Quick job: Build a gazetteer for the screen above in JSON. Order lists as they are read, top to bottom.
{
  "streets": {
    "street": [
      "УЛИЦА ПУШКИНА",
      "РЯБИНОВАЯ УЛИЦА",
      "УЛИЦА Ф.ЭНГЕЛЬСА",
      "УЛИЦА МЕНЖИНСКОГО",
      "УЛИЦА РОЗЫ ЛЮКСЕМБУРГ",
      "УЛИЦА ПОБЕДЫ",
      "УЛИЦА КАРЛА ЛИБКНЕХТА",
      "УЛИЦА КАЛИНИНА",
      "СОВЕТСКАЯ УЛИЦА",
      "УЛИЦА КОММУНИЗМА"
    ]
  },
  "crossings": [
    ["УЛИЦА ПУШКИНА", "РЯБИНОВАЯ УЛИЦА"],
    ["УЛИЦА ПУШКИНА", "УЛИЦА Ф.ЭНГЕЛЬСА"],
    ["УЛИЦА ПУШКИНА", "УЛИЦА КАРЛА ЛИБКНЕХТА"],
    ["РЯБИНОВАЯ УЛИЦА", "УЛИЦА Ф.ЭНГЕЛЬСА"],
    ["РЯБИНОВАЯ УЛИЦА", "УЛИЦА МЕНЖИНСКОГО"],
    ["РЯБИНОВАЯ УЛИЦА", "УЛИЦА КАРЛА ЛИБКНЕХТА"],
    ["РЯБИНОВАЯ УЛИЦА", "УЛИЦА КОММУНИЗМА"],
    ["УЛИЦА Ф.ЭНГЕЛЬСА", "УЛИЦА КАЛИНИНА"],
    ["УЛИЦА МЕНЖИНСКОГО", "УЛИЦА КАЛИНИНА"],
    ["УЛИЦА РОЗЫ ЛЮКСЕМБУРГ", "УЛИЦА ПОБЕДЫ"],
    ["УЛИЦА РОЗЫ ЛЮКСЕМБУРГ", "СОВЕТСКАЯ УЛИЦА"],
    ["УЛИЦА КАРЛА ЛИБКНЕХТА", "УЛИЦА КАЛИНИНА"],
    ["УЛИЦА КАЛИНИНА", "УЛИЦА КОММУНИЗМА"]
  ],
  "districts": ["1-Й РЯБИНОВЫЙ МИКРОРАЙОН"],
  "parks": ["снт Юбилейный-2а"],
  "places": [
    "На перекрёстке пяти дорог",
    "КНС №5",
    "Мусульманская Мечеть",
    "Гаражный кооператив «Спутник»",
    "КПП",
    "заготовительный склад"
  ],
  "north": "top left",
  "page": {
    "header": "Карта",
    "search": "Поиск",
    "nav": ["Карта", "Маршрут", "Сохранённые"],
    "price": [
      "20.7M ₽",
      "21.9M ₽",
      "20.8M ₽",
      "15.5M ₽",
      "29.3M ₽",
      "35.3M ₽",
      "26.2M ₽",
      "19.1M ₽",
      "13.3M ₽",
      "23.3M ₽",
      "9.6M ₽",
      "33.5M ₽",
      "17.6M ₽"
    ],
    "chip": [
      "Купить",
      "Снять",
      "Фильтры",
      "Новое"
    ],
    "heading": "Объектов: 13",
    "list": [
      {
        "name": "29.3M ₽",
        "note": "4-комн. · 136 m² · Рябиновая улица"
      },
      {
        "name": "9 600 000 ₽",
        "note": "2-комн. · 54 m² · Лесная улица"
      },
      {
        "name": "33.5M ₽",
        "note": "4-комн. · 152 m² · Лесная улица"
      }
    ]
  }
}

******

Exercise goal:
Give back every line above, unchanged.

Written solution:
Quick job: Build a gazetteer for the screen above in JSON. Order lists as they are read, top to bottom.
{
  "streets": {
    "street": [
      "УЛИЦА ПУШКИНА",
      "РЯБИНОВАЯ УЛИЦА",
      "УЛИЦА Ф.ЭНГЕЛЬСА",
      "УЛИЦА МЕНЖИНСКОГО",
      "УЛИЦА РОЗЫ ЛЮКСЕМБУРГ",
      "УЛИЦА ПОБЕДЫ",
      "УЛИЦА КАРЛА ЛИБКНЕХТА",
      "УЛИЦА КАЛИНИНА",
      "СОВЕТСКАЯ УЛИЦА",
      "УЛИЦА КОММУНИЗМА"
    ]
  },
  "crossings": [
    ["УЛИЦА ПУШКИНА", "РЯБИНОВАЯ УЛИЦА"],
    ["УЛИЦА ПУШКИНА", "УЛИЦА Ф.ЭНГЕЛЬСА"],
    ["УЛИЦА ПУШКИНА", "УЛИЦА КАРЛА ЛИБКНЕХТА"],
    ["РЯБИНОВАЯ УЛИЦА", "УЛИЦА Ф.ЭНГЕЛЬСА"],
    ["РЯБИНОВАЯ УЛИЦА", "УЛИЦА МЕНЖИНСКОГО"],
    ["РЯБИНОВАЯ УЛИЦА", "УЛИЦА КАРЛА ЛИБКНЕХТА"],
    ["РЯБИНОВАЯ УЛИЦА", "УЛИЦА КОММУНИЗМА"],
    ["УЛИЦА Ф.ЭНГЕЛЬСА", "УЛИЦА КАЛИНИНА"],
    ["УЛИЦА МЕНЖИНСКОГО", "УЛИЦА КАЛИНИНА"],
    ["УЛИЦА РОЗЫ ЛЮКСЕМБУРГ", "УЛИЦА ПОБЕДЫ"],
    ["УЛИЦА РОЗЫ ЛЮКСЕМБУРГ", "СОВЕТСКАЯ УЛИЦА"],
    ["УЛИЦА КАРЛА ЛИБКНЕХТА", "УЛИЦА КАЛИНИНА"],
    ["УЛИЦА КАЛИНИНА", "УЛИЦА КОММУНИЗМА"]
  ],
  "districts": ["1-Й РЯБИНОВЫЙ МИКРОРАЙОН"],
  "parks": ["снт Юбилейный-2а"],
  "places": [
    "На перекрёстке пяти дорог",
    "КНС №5",
    "Мусульманская Мечеть",
    "Гаражный кооператив «Спутник»",
    "КПП",
    "заготовительный склад"
  ],
  "north": "top left",
  "page": {
    "header": "Карта",
    "search": "Поиск",
    "nav": ["Карта", "Маршрут", "Сохранённые"],
    "price": [
      "20.7M ₽",
      "21.9M ₽",
      "20.8M ₽",
      "15.5M ₽",
      "29.3M ₽",
      "35.3M ₽",
      "26.2M ₽",
      "19.1M ₽",
      "13.3M ₽",
      "23.3M ₽",
      "9.6M ₽",
      "33.5M ₽",
      "17.6M ₽"
    ],
    "chip": [
      "Купить",
      "Снять",
      "Фильтры",
      "Новое"
    ],
    "heading": "Объектов: 13",
    "list": [
      {
        "name": "29.3M ₽",
        "note": "4-комн. · 136 m² · Рябиновая улица"
      },
      {
        "name": "9 600 000 ₽",
        "note": "2-комн. · 54 m² · Лесная улица"
      },
      {
        "name": "33.5M ₽",
        "note": "4-комн. · 152 m² · Лесная улица"
      }
    ]
  }
}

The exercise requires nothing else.